* WHAT YOU HAVE TO DO:
Find every line in the records below that contains the word "rotate", and copy each such line.

====== SOURCE DATA ======

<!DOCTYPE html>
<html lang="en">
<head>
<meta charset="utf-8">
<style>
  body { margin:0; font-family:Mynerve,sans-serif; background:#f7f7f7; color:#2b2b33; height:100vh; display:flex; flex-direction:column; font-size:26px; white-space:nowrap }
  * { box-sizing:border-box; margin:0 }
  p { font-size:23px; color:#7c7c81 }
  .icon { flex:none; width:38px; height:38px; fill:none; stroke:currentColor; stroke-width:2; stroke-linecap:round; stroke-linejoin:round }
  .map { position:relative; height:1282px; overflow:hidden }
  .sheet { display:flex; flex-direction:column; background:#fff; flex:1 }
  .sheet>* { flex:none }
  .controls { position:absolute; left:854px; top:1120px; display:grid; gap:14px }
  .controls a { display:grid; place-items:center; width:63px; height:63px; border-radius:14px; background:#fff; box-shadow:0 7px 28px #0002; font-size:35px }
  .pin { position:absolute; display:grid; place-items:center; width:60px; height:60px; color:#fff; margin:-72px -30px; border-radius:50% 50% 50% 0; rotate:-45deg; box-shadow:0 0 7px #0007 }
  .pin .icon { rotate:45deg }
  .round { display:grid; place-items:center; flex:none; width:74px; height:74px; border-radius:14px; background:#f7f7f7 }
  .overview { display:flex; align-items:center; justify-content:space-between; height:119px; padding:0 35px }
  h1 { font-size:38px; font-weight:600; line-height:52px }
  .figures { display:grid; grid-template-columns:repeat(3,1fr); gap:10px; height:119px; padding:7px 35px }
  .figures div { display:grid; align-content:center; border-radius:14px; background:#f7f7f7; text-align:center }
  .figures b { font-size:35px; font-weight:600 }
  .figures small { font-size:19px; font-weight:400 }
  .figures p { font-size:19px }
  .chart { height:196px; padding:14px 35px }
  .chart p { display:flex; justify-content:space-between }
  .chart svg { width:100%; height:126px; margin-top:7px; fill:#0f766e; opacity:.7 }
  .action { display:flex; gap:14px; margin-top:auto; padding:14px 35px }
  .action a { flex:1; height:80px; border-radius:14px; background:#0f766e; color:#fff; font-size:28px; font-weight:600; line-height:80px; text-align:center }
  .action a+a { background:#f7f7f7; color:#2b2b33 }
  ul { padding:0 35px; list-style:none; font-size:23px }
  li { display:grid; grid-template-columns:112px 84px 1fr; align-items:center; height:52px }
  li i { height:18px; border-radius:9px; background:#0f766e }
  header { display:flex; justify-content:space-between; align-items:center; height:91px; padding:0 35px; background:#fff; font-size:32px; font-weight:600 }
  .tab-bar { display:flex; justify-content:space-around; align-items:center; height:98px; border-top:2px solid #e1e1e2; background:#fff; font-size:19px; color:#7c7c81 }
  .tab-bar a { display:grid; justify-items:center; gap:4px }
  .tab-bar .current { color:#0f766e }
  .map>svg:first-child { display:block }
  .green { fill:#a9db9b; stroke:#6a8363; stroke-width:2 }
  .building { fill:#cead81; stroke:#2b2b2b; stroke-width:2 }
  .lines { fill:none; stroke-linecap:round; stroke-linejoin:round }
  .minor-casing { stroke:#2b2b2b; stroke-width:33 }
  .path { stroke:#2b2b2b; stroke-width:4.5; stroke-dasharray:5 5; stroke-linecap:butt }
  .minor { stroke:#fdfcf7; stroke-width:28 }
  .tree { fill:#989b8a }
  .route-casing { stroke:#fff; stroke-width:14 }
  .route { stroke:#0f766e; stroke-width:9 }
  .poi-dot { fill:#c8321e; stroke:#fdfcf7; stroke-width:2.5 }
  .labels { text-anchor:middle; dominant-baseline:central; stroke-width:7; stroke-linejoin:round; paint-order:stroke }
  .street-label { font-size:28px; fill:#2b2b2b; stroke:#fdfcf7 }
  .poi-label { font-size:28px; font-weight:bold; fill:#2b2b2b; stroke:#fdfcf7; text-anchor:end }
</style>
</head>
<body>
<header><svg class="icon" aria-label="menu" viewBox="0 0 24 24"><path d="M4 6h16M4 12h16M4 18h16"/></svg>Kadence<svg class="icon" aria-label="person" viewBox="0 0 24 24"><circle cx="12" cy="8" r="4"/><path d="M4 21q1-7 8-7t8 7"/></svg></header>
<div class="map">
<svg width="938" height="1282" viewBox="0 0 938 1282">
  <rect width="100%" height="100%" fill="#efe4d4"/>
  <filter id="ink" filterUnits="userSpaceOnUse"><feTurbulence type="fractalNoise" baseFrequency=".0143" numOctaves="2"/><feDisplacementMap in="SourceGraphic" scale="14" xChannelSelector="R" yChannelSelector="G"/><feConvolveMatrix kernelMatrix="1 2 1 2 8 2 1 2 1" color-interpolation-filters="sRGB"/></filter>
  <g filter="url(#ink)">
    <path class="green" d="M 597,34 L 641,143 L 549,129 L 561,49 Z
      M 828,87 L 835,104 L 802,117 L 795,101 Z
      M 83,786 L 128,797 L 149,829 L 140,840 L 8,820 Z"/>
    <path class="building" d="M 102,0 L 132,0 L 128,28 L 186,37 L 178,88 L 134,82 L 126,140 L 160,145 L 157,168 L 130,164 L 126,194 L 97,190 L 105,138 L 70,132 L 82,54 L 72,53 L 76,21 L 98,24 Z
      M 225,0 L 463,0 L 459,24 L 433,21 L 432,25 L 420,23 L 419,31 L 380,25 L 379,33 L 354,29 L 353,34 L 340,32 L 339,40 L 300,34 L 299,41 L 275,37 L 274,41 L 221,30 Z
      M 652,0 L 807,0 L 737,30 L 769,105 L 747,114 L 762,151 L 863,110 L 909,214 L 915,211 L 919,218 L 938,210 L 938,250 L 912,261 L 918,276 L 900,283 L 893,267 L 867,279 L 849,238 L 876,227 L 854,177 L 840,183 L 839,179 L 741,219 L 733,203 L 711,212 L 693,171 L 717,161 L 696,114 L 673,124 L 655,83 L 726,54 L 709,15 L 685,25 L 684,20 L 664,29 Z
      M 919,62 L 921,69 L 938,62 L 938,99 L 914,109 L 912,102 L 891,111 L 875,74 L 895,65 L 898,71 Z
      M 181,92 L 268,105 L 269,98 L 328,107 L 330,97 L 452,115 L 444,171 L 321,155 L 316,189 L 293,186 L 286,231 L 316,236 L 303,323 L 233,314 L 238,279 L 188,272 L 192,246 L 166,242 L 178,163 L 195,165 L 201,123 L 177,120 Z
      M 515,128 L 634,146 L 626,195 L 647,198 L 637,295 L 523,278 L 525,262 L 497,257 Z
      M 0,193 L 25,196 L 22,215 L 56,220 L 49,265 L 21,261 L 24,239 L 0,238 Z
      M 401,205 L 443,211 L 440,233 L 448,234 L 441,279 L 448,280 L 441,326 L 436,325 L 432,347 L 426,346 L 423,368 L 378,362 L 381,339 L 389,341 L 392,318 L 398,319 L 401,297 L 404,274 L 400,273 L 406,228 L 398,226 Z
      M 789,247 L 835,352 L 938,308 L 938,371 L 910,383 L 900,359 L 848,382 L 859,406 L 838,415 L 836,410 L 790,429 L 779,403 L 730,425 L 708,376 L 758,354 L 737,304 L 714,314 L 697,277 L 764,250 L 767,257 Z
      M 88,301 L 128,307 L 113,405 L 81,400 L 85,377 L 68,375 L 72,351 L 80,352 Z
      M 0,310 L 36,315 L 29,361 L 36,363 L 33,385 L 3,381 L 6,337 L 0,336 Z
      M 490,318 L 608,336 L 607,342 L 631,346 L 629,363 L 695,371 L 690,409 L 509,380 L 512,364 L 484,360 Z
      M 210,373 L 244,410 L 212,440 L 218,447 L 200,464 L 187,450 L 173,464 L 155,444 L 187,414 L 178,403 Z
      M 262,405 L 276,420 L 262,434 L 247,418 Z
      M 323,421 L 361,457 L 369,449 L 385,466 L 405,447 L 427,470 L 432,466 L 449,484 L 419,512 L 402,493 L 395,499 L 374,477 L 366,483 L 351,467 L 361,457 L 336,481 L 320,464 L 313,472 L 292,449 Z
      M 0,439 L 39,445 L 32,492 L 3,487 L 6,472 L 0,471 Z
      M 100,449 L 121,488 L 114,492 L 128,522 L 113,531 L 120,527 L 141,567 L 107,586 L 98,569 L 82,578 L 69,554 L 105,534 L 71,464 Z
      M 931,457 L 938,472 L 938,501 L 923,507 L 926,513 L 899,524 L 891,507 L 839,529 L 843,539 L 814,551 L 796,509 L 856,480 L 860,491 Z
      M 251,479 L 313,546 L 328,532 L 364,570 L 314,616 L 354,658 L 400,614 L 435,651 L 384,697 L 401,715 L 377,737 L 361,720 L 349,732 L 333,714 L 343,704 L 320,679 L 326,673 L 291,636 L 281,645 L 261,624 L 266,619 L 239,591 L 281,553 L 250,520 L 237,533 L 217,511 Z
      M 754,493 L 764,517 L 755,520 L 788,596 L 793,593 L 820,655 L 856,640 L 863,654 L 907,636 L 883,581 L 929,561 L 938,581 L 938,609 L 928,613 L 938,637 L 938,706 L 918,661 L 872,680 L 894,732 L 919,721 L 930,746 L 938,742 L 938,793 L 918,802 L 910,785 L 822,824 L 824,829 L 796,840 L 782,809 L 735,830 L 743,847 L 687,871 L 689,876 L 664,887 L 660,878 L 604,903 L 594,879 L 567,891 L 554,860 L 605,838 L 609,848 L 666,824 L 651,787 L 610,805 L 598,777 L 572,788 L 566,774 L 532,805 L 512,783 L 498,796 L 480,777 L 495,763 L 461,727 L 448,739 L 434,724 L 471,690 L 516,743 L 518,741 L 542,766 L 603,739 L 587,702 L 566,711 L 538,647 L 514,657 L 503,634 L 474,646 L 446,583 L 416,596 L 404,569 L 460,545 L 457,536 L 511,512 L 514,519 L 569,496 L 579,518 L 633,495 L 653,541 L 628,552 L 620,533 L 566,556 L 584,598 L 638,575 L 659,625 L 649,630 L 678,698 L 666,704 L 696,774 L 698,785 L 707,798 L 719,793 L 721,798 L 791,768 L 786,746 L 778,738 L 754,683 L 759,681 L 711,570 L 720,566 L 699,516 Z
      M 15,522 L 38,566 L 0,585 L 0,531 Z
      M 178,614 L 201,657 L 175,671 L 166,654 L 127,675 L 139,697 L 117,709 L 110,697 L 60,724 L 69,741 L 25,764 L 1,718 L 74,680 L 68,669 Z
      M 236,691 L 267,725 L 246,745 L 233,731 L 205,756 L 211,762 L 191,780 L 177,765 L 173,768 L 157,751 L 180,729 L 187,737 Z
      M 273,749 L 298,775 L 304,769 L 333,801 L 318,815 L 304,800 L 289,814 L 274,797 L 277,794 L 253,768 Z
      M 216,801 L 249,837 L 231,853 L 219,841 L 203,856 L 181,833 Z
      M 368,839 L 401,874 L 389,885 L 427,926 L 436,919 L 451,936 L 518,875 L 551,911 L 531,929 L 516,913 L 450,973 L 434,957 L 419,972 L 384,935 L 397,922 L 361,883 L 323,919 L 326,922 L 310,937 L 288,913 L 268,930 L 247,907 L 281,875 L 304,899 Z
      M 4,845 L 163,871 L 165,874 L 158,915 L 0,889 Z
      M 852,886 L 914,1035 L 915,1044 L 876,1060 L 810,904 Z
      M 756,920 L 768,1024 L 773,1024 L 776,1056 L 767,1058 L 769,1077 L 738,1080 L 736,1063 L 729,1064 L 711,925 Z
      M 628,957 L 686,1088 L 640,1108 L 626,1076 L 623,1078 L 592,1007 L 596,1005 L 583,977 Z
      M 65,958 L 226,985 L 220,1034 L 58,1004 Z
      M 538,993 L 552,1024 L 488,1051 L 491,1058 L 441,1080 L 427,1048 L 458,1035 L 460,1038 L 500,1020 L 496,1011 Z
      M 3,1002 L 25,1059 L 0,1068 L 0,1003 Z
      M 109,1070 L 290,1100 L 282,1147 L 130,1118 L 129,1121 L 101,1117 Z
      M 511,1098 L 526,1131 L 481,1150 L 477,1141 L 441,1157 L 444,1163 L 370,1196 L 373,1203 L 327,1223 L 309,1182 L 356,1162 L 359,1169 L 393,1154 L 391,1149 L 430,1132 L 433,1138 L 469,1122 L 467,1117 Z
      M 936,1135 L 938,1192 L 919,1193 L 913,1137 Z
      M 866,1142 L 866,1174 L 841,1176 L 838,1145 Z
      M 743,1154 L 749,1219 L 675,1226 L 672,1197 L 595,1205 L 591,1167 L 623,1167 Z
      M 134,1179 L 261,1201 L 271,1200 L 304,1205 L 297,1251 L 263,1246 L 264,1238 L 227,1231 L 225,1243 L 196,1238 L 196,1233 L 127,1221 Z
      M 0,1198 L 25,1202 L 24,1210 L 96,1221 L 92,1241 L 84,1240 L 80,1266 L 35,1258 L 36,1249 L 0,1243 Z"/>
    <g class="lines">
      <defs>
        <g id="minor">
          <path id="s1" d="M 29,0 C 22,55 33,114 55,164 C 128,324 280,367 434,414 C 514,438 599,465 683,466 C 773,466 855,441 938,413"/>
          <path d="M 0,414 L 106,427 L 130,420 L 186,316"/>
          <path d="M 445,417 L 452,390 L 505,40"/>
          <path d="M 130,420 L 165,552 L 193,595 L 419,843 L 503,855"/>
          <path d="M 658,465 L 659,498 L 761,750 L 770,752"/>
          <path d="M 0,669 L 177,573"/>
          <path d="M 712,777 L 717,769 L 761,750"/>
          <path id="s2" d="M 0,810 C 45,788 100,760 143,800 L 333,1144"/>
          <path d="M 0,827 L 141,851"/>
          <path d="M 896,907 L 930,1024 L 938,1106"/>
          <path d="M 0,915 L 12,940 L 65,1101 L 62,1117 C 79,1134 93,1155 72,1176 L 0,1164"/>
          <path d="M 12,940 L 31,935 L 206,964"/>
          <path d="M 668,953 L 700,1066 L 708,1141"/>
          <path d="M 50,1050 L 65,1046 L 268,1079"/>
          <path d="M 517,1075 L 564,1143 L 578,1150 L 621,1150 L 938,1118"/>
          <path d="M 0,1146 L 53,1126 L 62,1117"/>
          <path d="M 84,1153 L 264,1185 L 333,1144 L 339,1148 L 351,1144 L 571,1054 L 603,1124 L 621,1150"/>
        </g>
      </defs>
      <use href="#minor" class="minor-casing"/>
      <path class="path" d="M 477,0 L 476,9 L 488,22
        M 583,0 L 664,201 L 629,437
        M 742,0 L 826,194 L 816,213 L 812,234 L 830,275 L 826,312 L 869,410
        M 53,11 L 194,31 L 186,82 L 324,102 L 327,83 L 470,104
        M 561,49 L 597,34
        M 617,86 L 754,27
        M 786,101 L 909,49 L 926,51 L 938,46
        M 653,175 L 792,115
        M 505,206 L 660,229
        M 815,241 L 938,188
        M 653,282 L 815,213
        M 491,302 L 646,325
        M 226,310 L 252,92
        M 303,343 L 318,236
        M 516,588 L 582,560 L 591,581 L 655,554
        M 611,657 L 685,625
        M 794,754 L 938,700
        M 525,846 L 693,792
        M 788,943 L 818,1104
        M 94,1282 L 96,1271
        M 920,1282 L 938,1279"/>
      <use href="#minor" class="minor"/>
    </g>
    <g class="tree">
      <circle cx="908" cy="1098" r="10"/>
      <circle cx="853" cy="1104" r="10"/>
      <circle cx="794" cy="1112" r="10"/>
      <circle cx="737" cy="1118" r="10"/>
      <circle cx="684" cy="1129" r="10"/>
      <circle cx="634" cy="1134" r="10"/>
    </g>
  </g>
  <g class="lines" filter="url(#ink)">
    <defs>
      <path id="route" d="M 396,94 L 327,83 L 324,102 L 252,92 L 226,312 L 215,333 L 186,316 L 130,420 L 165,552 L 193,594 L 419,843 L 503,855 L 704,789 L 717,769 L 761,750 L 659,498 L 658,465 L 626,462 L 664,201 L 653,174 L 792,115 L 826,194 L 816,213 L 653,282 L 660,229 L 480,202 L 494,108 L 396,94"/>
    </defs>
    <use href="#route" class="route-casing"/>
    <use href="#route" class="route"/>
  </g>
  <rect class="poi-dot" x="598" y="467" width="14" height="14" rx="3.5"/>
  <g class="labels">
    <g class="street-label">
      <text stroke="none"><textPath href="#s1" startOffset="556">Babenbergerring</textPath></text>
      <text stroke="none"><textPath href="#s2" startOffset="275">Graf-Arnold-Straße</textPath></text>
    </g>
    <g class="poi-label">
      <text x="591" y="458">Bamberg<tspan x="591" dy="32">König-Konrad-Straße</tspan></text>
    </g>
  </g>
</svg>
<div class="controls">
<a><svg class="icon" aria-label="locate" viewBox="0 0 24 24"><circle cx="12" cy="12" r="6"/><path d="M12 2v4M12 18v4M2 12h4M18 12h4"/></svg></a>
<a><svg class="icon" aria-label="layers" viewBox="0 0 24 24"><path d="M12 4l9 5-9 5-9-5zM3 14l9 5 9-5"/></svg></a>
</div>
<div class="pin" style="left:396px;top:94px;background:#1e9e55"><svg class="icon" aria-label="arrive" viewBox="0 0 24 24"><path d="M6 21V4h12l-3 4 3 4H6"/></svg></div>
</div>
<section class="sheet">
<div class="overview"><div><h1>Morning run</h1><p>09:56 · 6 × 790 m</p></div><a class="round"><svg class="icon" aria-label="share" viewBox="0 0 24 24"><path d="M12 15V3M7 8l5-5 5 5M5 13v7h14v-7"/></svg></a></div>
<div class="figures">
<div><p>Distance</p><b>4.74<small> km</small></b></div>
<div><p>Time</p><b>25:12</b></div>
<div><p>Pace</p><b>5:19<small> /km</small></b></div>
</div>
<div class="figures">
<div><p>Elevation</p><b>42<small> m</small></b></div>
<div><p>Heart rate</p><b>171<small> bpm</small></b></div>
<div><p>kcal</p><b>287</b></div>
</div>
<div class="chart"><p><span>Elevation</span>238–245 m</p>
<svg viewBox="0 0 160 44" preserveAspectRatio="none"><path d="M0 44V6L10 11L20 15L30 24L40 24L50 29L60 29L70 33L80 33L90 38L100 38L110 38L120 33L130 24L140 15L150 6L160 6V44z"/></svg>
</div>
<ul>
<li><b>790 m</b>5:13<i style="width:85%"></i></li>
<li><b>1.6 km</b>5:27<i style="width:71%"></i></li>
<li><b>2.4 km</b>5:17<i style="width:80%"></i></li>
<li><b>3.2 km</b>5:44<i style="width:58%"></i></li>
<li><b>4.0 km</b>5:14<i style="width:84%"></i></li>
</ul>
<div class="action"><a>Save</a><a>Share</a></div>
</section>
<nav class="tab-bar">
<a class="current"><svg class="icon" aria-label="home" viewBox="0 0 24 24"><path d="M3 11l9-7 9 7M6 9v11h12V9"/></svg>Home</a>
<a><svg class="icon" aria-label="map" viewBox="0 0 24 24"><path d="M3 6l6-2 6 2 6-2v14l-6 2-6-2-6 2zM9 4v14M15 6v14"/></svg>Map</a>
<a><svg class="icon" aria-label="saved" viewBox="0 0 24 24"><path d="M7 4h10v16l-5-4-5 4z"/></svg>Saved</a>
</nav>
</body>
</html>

======

* SOLVED EXERCISE:
  .pin { position:absolute; display:grid; place-items:center; width:60px; height:60px; color:#fff; margin:-72px -30px; border-radius:50% 50% 50% 0; rotate:-45deg; box-shadow:0 0 7px #0007 }
  .pin .icon { rotate:45deg }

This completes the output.